Problem details ▸
Below are some records; quote exactly the lines from the one that contains "fill:none; stroke-linecap:round; stroke-linejoin:round" through the one that contains "M696,544l81,40 -18,37 -80,-41z", inclusive, and no others.

Supplied material ▸
┌──
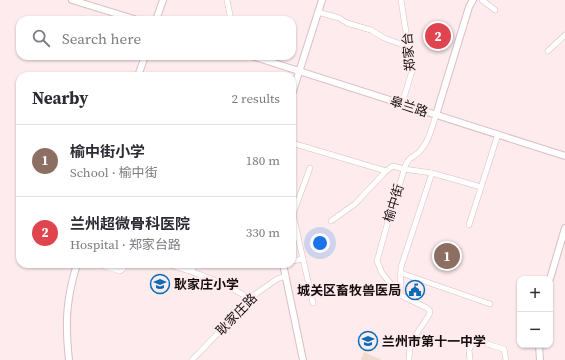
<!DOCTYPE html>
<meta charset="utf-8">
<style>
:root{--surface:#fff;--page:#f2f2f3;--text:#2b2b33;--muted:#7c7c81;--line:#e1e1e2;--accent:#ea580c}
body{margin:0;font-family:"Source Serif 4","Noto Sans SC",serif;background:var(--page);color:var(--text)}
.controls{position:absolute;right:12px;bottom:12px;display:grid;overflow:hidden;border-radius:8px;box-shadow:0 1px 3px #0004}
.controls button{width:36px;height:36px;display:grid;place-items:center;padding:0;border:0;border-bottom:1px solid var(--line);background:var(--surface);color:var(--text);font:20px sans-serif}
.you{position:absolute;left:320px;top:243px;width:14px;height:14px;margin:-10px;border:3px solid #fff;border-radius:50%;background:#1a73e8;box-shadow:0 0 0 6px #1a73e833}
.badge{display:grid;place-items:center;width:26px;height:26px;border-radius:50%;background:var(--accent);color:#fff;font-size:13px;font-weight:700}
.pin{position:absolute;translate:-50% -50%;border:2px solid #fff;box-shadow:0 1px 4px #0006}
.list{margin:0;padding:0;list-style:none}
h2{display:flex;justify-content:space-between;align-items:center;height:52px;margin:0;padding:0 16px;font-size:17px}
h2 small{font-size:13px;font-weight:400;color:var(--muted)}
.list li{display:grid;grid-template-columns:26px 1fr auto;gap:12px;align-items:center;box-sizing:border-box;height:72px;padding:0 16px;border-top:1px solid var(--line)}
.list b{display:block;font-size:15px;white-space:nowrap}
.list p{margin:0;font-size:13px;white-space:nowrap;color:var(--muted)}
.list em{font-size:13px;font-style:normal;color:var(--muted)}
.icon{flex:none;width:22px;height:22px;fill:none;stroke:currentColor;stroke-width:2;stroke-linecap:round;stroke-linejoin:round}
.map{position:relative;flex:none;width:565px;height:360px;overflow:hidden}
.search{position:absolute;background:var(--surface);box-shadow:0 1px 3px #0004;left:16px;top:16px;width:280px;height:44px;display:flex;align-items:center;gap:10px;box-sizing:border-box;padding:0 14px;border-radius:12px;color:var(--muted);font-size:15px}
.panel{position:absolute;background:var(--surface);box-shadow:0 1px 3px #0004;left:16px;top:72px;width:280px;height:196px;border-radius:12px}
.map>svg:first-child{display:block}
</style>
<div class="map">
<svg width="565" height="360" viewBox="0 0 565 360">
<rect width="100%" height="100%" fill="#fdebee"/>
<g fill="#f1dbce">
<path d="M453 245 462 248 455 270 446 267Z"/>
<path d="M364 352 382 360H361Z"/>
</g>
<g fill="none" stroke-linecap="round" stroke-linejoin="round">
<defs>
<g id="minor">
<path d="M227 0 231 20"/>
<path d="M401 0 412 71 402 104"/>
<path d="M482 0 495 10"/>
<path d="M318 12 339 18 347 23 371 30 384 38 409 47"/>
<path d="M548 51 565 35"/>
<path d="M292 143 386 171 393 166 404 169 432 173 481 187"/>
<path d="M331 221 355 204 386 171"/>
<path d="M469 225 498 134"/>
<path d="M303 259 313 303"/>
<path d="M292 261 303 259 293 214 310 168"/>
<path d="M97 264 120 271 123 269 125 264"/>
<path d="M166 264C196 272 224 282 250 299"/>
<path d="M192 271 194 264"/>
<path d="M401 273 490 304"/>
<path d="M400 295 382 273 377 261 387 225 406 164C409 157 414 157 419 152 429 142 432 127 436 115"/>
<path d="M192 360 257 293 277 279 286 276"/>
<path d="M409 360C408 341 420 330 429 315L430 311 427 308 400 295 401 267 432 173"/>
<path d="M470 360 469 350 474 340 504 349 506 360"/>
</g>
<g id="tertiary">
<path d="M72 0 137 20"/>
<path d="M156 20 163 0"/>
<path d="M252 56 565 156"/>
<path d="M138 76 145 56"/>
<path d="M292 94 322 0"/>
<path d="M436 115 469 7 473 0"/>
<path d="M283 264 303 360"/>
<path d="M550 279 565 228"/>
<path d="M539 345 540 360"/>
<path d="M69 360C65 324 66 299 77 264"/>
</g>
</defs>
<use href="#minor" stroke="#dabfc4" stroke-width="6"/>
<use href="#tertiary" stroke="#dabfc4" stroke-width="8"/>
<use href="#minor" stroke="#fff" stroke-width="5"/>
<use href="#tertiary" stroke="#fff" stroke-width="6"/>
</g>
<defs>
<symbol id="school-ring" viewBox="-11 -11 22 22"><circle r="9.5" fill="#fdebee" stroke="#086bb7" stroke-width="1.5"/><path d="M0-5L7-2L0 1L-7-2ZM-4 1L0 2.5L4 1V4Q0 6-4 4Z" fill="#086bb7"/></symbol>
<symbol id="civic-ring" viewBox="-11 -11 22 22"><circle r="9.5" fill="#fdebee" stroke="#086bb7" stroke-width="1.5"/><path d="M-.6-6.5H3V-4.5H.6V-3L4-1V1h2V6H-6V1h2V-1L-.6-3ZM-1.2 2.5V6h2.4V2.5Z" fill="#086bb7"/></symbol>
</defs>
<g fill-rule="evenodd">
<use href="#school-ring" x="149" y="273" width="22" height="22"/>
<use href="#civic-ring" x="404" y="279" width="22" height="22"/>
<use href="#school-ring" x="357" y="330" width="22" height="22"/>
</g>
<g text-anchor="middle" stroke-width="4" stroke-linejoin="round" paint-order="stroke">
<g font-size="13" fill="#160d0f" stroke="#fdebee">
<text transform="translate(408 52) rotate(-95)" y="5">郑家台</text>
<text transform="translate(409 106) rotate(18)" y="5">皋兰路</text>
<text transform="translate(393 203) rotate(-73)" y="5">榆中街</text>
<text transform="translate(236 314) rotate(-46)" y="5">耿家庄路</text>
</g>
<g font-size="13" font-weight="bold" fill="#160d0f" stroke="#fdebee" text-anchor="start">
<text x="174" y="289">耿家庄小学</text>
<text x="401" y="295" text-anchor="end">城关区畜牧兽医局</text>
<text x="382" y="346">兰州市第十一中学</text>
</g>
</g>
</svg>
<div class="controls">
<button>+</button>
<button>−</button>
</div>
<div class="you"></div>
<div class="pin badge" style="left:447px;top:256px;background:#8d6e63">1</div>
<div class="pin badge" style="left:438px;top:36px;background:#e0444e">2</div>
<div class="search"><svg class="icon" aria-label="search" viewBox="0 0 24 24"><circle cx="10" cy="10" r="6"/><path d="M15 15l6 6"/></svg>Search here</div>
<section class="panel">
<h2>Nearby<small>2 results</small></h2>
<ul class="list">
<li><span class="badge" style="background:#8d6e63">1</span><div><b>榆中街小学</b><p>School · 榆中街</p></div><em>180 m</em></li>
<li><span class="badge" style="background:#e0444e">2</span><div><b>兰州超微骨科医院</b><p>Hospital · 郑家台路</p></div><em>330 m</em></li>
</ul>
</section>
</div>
└──
┌──
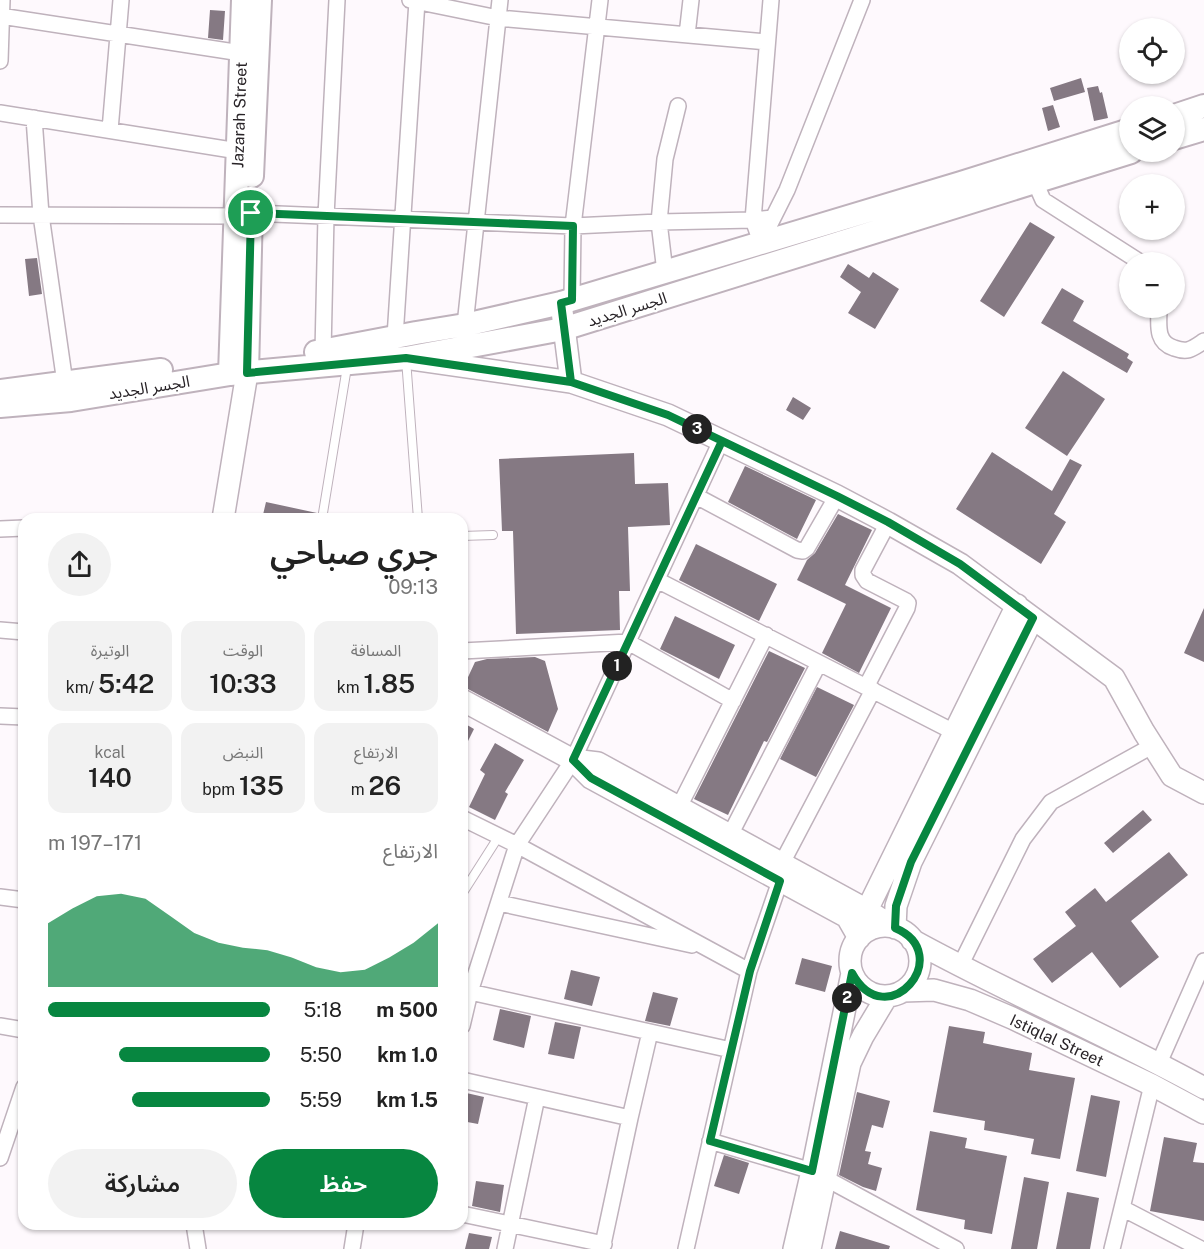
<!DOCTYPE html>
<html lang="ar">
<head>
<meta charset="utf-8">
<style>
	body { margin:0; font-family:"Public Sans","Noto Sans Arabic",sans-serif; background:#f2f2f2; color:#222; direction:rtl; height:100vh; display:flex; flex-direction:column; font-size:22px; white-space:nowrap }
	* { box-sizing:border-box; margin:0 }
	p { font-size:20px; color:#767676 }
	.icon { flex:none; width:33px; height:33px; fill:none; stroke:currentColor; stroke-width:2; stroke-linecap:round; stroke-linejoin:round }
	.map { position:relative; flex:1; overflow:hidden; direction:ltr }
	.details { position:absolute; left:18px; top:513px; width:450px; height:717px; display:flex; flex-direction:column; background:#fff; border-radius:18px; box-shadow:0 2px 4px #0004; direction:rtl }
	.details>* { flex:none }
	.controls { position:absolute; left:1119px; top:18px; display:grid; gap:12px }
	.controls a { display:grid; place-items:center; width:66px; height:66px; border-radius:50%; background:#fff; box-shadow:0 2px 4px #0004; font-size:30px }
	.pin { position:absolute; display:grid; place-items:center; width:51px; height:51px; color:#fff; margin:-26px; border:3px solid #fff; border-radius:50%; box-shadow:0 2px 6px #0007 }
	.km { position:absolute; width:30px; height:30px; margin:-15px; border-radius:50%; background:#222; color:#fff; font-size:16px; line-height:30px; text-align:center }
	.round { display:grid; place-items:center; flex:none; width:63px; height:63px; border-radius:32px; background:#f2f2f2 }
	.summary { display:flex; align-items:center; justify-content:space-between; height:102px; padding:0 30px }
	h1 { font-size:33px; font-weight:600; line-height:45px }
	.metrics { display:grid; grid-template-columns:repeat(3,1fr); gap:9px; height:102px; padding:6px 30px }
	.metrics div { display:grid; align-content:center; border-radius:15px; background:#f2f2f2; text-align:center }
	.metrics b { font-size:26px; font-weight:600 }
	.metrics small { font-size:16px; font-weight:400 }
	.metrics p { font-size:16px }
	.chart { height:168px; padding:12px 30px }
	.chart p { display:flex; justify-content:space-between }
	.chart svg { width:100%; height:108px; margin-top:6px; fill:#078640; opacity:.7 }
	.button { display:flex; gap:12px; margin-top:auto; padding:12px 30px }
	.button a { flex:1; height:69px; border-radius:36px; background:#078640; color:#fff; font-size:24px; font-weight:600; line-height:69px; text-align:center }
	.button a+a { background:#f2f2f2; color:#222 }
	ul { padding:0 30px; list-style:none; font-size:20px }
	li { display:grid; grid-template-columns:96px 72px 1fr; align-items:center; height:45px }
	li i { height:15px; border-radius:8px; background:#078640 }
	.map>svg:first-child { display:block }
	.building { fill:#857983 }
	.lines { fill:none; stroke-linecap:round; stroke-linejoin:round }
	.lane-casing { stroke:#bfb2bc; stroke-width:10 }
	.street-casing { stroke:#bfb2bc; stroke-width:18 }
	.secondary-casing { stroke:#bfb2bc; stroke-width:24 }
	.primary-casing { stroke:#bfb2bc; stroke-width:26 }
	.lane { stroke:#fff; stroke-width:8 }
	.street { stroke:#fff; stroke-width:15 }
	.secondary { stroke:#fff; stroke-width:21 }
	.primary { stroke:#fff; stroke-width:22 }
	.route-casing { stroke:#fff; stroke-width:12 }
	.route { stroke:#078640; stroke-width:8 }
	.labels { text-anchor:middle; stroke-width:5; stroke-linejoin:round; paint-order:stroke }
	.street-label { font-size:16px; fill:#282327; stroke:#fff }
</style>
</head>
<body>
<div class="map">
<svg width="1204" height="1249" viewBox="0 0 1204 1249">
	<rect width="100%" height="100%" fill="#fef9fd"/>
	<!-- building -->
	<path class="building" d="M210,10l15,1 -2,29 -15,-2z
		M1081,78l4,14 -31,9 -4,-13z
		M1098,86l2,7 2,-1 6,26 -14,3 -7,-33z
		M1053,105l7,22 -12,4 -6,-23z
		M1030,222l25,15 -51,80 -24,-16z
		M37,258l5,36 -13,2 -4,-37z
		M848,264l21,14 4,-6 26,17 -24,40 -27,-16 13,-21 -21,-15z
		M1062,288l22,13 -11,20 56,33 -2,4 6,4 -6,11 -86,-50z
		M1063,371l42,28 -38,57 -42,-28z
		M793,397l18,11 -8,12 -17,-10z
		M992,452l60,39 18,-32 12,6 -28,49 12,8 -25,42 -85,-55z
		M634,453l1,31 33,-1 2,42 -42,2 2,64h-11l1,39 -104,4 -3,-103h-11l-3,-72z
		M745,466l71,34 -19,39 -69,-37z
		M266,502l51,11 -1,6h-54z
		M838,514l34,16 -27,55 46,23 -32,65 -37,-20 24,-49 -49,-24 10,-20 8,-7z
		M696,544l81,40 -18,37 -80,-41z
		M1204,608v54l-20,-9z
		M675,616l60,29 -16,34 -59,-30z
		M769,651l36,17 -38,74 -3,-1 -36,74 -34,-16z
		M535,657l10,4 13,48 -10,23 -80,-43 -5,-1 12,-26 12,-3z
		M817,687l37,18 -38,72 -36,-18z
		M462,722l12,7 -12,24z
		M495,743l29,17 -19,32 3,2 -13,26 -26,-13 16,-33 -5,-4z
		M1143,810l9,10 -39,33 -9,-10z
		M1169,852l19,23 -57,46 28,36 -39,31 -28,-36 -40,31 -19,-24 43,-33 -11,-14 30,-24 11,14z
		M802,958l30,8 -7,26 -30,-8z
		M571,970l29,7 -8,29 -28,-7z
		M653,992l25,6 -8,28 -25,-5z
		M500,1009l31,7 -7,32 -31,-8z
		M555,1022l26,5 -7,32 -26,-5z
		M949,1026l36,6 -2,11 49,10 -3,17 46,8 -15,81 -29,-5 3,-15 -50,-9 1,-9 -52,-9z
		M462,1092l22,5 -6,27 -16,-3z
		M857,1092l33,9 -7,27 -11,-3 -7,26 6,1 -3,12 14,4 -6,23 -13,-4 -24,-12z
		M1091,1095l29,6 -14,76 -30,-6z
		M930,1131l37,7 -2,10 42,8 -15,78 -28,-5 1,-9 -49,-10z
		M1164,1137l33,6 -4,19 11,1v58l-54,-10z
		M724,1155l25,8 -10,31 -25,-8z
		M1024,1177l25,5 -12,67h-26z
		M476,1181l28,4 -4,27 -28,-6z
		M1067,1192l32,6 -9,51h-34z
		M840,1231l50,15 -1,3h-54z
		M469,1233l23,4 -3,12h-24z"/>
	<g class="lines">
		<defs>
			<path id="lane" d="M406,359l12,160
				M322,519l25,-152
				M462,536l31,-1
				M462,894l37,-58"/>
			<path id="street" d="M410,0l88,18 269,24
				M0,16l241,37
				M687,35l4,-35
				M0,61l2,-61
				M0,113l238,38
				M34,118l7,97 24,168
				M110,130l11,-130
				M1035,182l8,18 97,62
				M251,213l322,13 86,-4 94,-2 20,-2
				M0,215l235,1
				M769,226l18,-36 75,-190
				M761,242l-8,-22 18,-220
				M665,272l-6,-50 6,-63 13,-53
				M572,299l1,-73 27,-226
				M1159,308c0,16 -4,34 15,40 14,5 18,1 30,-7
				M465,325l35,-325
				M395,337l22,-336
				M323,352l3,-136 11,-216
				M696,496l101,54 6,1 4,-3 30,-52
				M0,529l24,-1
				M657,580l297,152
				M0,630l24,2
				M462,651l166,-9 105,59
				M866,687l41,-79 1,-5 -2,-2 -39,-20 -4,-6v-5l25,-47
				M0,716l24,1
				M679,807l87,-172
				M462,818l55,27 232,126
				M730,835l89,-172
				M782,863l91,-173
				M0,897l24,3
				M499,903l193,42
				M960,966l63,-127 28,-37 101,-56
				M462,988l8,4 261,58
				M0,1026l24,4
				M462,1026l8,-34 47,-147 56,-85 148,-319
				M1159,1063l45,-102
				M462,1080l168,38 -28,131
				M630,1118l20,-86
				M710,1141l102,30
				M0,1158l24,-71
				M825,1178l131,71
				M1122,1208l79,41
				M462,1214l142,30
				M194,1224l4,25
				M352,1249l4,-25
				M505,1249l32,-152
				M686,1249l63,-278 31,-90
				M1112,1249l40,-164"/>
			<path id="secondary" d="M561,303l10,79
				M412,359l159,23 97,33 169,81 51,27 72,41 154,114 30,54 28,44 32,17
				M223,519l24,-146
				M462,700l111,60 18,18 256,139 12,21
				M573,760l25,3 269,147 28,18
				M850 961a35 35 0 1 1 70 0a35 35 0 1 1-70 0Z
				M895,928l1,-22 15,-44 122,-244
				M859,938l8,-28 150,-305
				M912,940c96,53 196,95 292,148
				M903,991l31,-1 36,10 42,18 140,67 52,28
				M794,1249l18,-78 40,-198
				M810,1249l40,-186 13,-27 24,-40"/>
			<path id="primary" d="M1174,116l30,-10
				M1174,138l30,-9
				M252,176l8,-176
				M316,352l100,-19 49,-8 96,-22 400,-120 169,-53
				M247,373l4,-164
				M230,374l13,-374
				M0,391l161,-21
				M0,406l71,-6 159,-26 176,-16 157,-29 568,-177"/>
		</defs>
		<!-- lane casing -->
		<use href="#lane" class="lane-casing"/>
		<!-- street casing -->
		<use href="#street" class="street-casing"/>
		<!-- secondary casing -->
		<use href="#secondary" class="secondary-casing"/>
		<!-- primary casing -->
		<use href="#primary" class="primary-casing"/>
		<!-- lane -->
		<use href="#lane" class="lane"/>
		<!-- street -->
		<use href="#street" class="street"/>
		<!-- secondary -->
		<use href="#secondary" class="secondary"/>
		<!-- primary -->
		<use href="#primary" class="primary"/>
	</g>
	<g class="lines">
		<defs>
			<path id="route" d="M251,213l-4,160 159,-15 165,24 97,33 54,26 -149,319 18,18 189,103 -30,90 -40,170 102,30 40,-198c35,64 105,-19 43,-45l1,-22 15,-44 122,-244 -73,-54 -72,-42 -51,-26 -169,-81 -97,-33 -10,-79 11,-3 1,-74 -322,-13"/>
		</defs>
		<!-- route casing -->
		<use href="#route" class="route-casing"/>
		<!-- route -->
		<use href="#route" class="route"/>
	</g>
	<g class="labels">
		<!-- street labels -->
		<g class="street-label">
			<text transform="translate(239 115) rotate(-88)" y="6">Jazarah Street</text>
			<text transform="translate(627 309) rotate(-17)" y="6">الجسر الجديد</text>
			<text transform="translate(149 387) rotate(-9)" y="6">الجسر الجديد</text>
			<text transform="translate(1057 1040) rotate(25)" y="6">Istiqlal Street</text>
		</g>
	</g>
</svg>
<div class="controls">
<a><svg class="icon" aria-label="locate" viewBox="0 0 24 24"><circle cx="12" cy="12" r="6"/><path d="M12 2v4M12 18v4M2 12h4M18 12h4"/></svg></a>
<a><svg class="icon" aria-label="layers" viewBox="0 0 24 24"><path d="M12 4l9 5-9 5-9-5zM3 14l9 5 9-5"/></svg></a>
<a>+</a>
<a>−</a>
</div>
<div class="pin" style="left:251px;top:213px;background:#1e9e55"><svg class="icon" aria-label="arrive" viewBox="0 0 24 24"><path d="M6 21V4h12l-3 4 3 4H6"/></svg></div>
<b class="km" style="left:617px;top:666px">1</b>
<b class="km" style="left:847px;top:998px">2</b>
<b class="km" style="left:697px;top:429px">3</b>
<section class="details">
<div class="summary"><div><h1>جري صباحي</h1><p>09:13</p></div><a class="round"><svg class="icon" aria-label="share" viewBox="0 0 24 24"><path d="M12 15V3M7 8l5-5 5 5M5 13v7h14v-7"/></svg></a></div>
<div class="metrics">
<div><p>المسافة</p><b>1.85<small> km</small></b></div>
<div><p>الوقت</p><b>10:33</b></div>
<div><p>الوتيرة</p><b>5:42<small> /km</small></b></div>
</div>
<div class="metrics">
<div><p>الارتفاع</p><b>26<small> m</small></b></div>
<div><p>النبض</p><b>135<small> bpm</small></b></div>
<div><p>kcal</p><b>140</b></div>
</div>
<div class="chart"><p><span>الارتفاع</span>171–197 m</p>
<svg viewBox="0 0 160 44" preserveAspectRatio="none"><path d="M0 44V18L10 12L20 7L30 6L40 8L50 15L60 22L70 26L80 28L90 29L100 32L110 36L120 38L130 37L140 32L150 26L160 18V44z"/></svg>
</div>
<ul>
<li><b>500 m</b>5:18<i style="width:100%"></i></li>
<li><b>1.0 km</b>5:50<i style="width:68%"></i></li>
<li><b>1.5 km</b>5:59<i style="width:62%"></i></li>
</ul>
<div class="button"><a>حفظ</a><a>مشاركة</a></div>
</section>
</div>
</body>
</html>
└──
Response below ▸
	.lines { fill:none; stroke-linecap:round; stroke-linejoin:round }
	.lane-casing { stroke:#bfb2bc; stroke-width:10 }
	.street-casing { stroke:#bfb2bc; stroke-width:18 }
	.secondary-casing { stroke:#bfb2bc; stroke-width:24 }
	.primary-casing { stroke:#bfb2bc; stroke-width:26 }
	.lane { stroke:#fff; stroke-width:8 }
	.street { stroke:#fff; stroke-width:15 }
	.secondary { stroke:#fff; stroke-width:21 }
	.primary { stroke:#fff; stroke-width:22 }
	.route-casing { stroke:#fff; stroke-width:12 }
	.route { stroke:#078640; stroke-width:8 }
	.labels { text-anchor:middle; stroke-width:5; stroke-linejoin:round; paint-order:stroke }
	.street-label { font-size:16px; fill:#282327; stroke:#fff }
</style>
</head>
<body>
<div class="map">
<svg width="1204" height="1249" viewBox="0 0 1204 1249">
	<rect width="100%" height="100%" fill="#fef9fd"/>
	<!-- building -->
	<path class="building" d="M210,10l15,1 -2,29 -15,-2z
		M1081,78l4,14 -31,9 -4,-13z
		M1098,86l2,7 2,-1 6,26 -14,3 -7,-33z
		M1053,105l7,22 -12,4 -6,-23z
		M1030,222l25,15 -51,80 -24,-16z
		M37,258l5,36 -13,2 -4,-37z
		M848,264l21,14 4,-6 26,17 -24,40 -27,-16 13,-21 -21,-15z
		M1062,288l22,13 -11,20 56,33 -2,4 6,4 -6,11 -86,-50z
		M1063,371l42,28 -38,57 -42,-28z
		M793,397l18,11 -8,12 -17,-10z
		M992,452l60,39 18,-32 12,6 -28,49 12,8 -25,42 -85,-55z
		M634,453l1,31 33,-1 2,42 -42,2 2,64h-11l1,39 -104,4 -3,-103h-11l-3,-72z
		M745,466l71,34 -19,39 -69,-37z
		M266,502l51,11 -1,6h-54z
		M838,514l34,16 -27,55 46,23 -32,65 -37,-20 24,-49 -49,-24 10,-20 8,-7z
		M696,544l81,40 -18,37 -80,-41z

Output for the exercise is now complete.